Brief =
Set the records down again, exactly, without their images.

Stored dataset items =
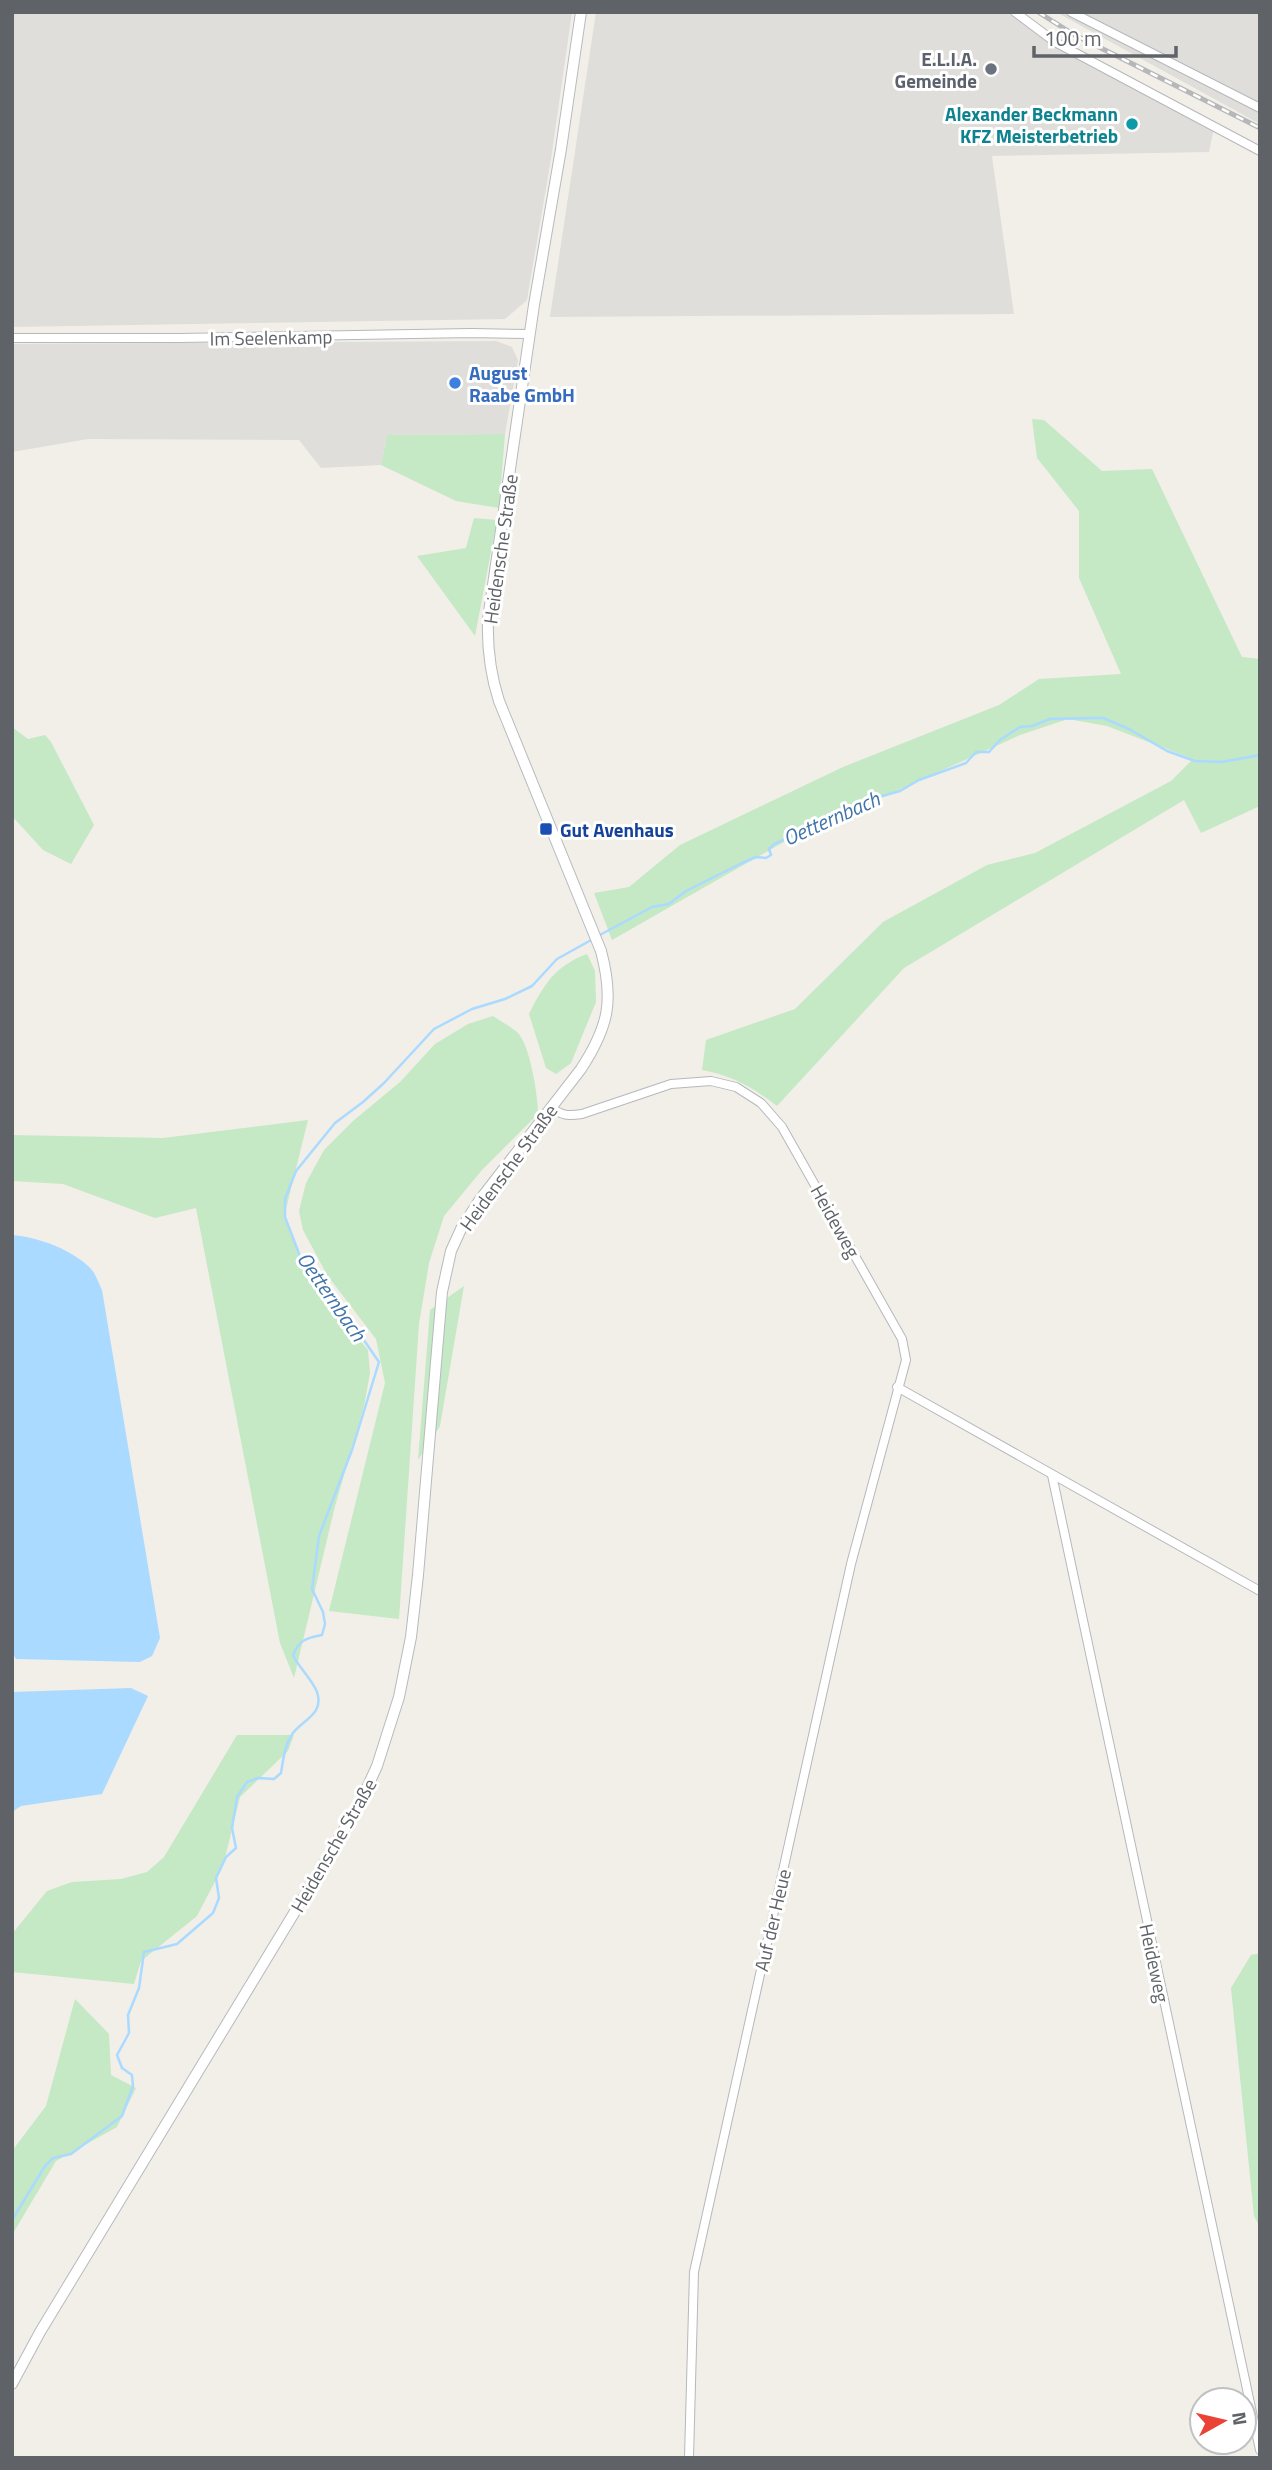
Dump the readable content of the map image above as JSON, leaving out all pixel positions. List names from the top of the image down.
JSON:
{
  "streets": {
    "main road": ["Heidensche Straße"],
    "street": ["Im Seelenkamp", "Heideweg", "Auf der Heue"]
  },
  "crossings": [
    ["Im Seelenkamp", "Heidensche Straße"],
    ["Heidensche Straße", "Heideweg"],
    ["Heideweg", "Auf der Heue"]
  ],
  "water": ["Oetternbach"],
  "places": {
    "other": ["E.L.I.A. Gemeinde", "Alexander Beckmann KFZ Meisterbetrieb", "August Raabe GmbH"],
    "transit": ["Gut Avenhaus"]
  },
  "scale_bar": "100 m",
  "north": "right"
}
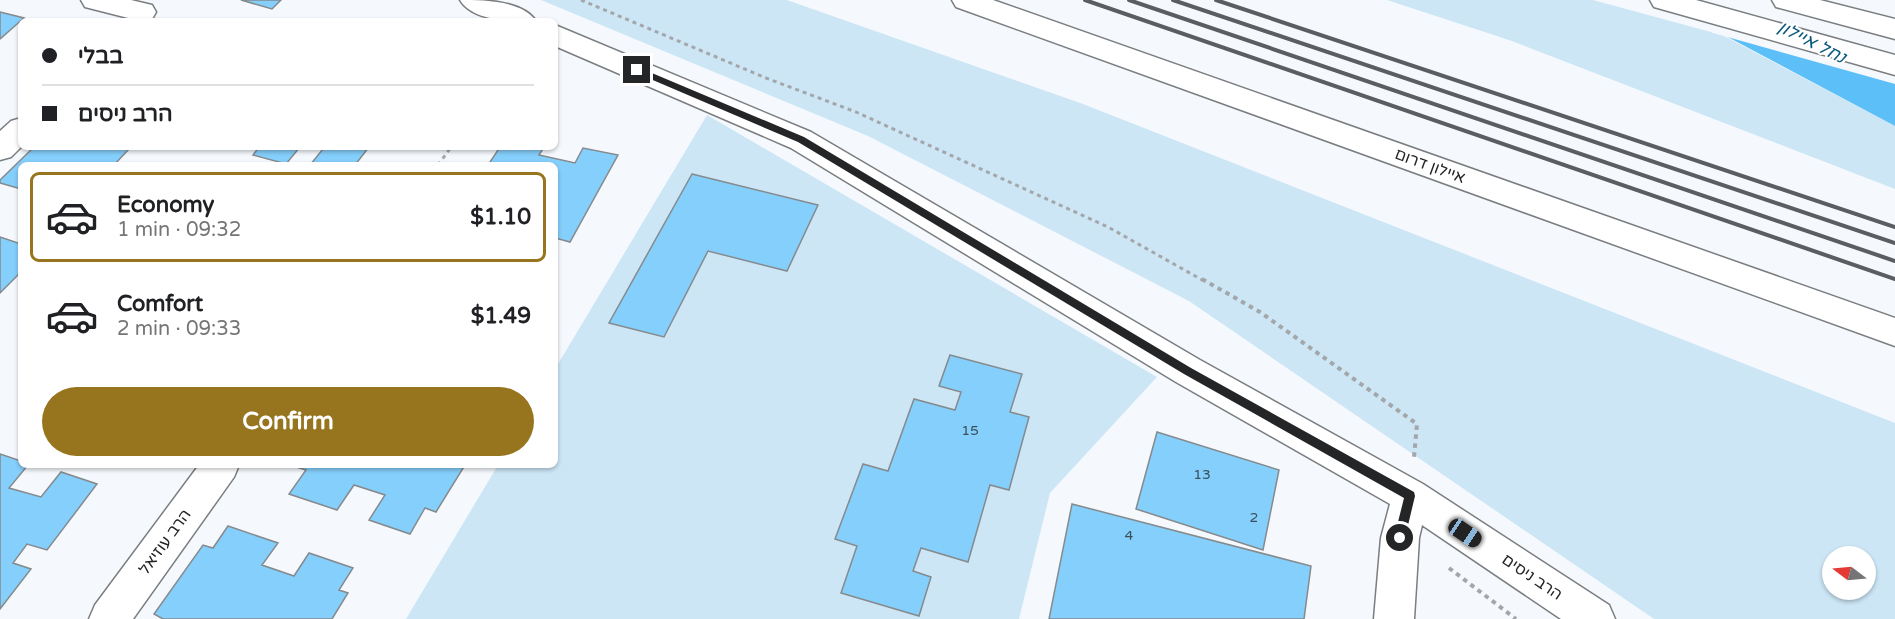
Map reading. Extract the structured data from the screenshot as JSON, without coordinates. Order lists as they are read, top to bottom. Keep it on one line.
{"streets":{"main road":["איילון דרום","הרב עוזיאל","הרב ניסים"]},"water":["נחל איילון"],"house_numbers":["15","13","2","4"],"north":"left","page":{"banner":["בבלי","הרב ניסים"],"list":[{"name":"Economy","note":"1 min · 09:32","value":"$1.10"},{"name":"Comfort","note":"2 min · 09:33","value":"$1.49"}],"buttons":"Confirm"}}
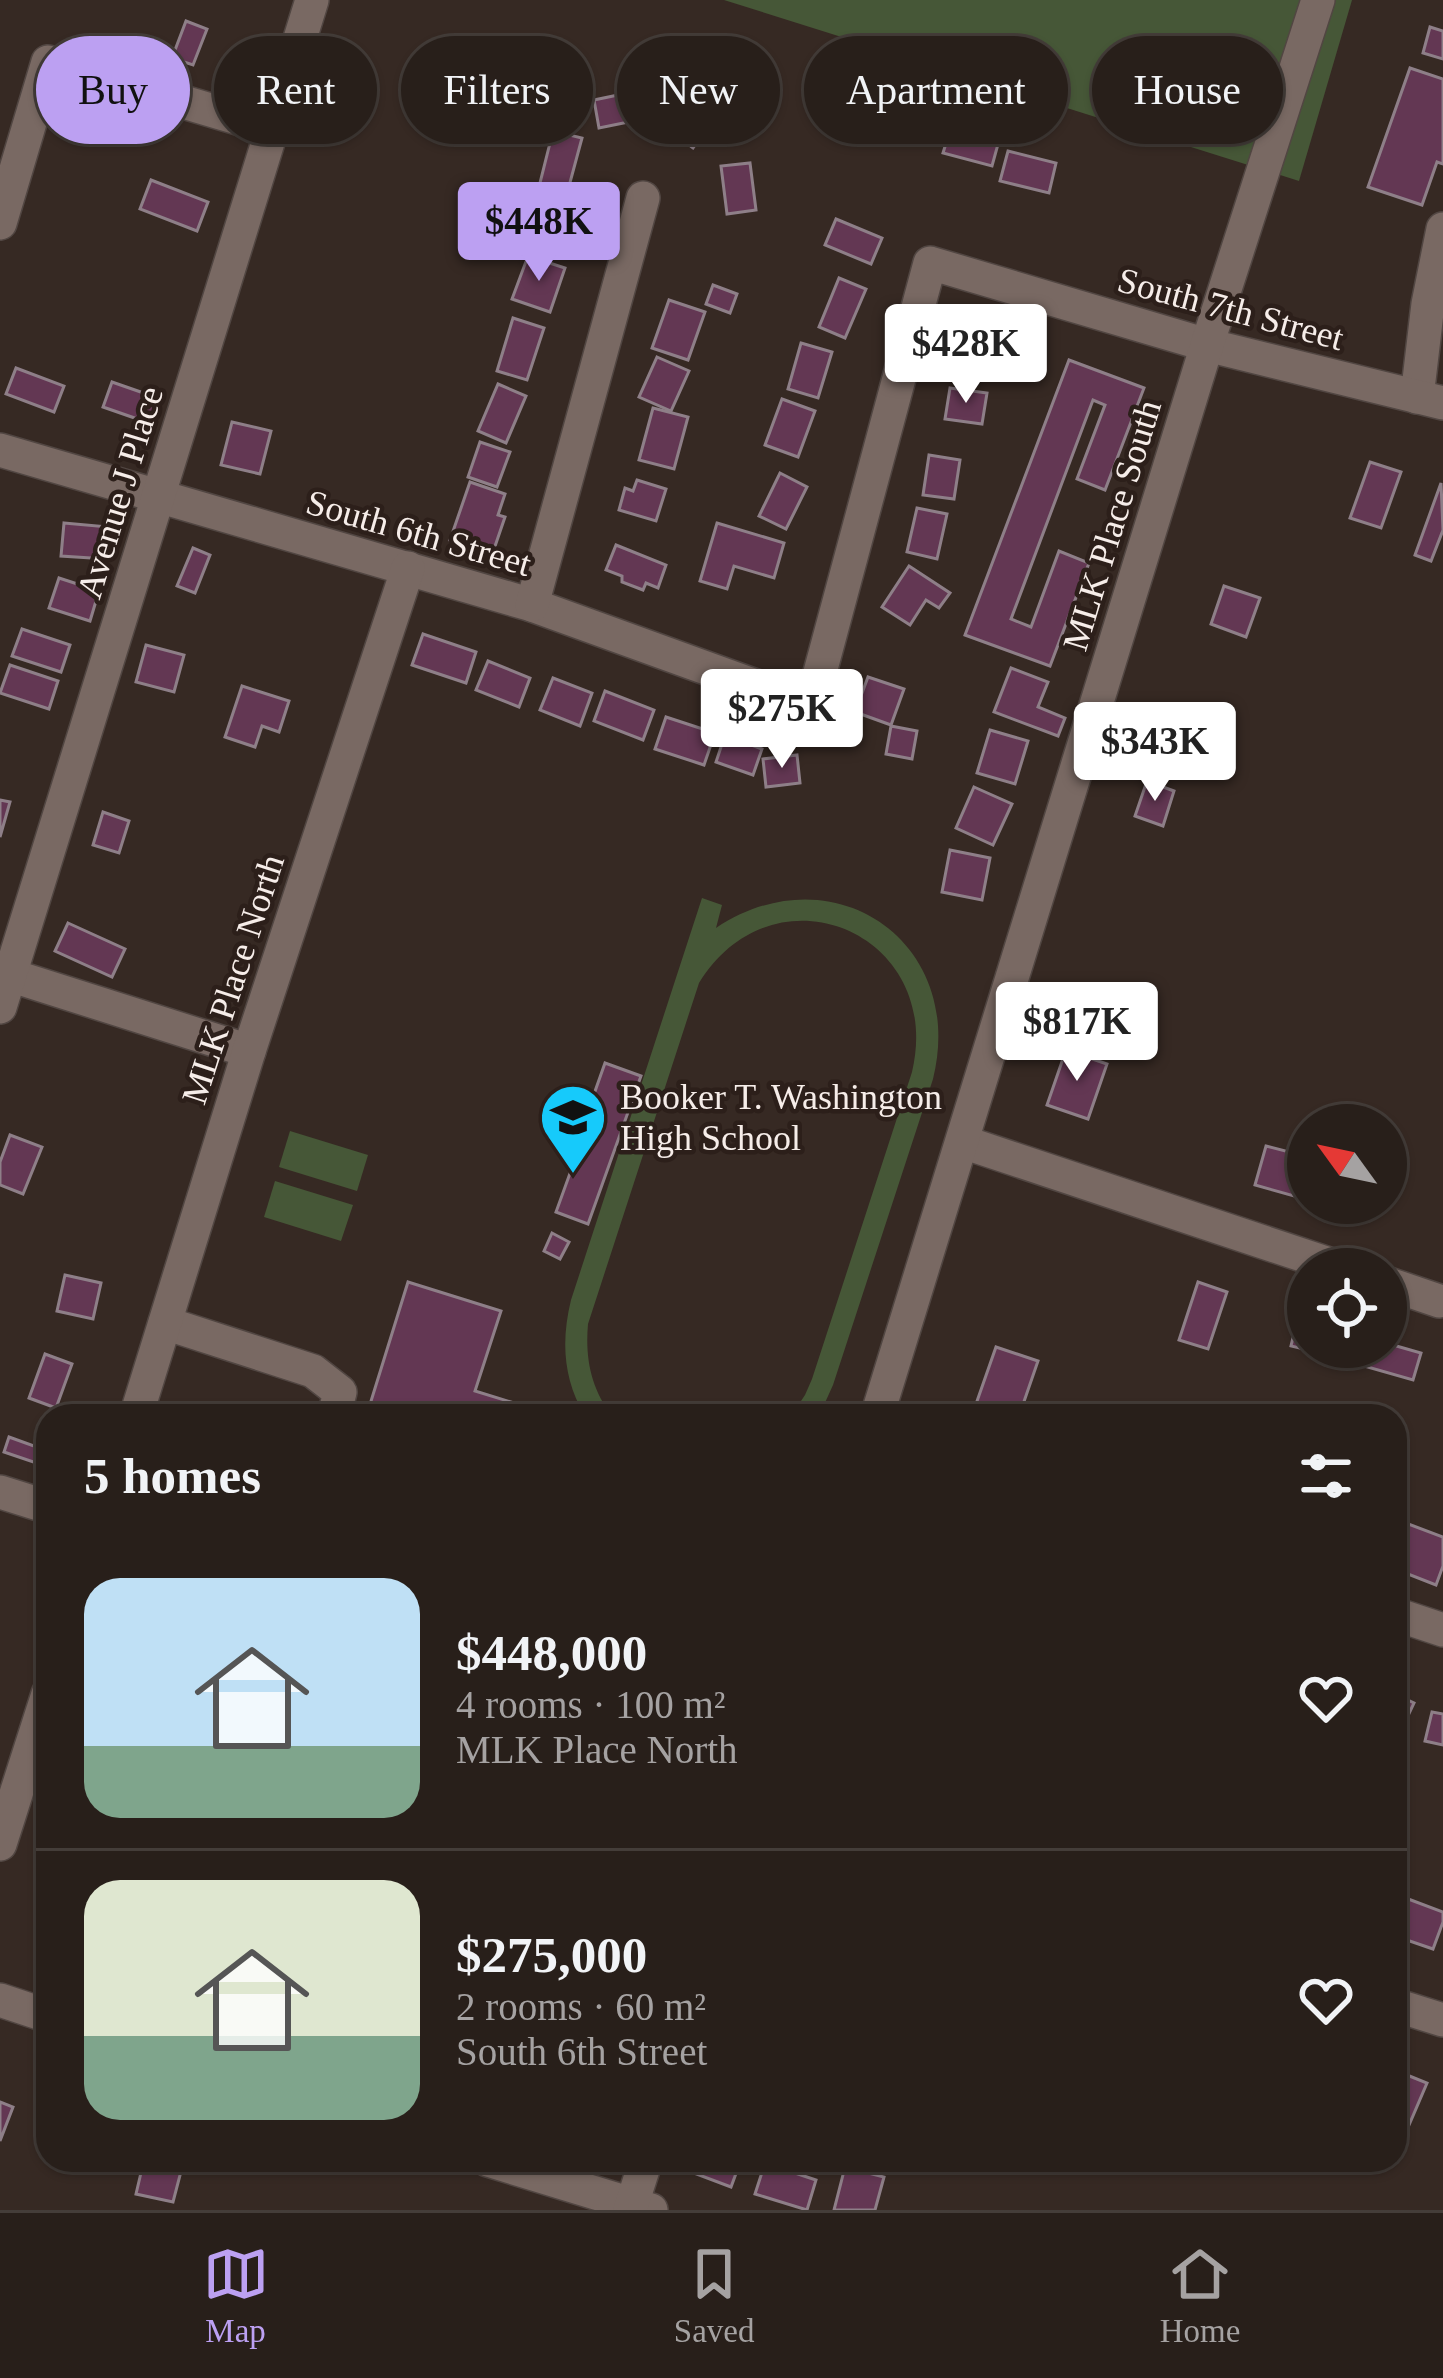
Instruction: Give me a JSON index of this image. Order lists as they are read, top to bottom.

Expected output =
Dump the readable content of the map image above as JSON, leaving out all pixel positions. List names from the top of the image down.
JSON:
{
  "streets": {
    "main road": ["Heidensche Straße"],
    "street": ["Im Seelenkamp", "Heideweg", "Auf der Heue"]
  },
  "crossings": [
    ["Im Seelenkamp", "Heidensche Straße"],
    ["Heidensche Straße", "Heideweg"],
    ["Heideweg", "Auf der Heue"]
  ],
  "water": ["Oetternbach"],
  "places": {
    "other": ["E.L.I.A. Gemeinde", "Alexander Beckmann KFZ Meisterbetrieb", "August Raabe GmbH"],
    "transit": ["Gut Avenhaus"]
  },
  "scale_bar": "100 m",
  "north": "right"
}
Map reading. Extract the structured data from the screenshot as JSON, without coordinates. Order lists as they are read, top to bottom. Keep it on one line.
{"streets":{"main road":["איילון דרום","הרב עוזיאל","הרב ניסים"]},"water":["נחל איילון"],"house_numbers":["15","13","2","4"],"north":"left","page":{"banner":["בבלי","הרב ניסים"],"list":[{"name":"Economy","note":"1 min · 09:32","value":"$1.10"},{"name":"Comfort","note":"2 min · 09:33","value":"$1.49"}],"buttons":"Confirm"}}
Instruction: Give me a JSON index of this image. Order lists as they are read, top to bottom.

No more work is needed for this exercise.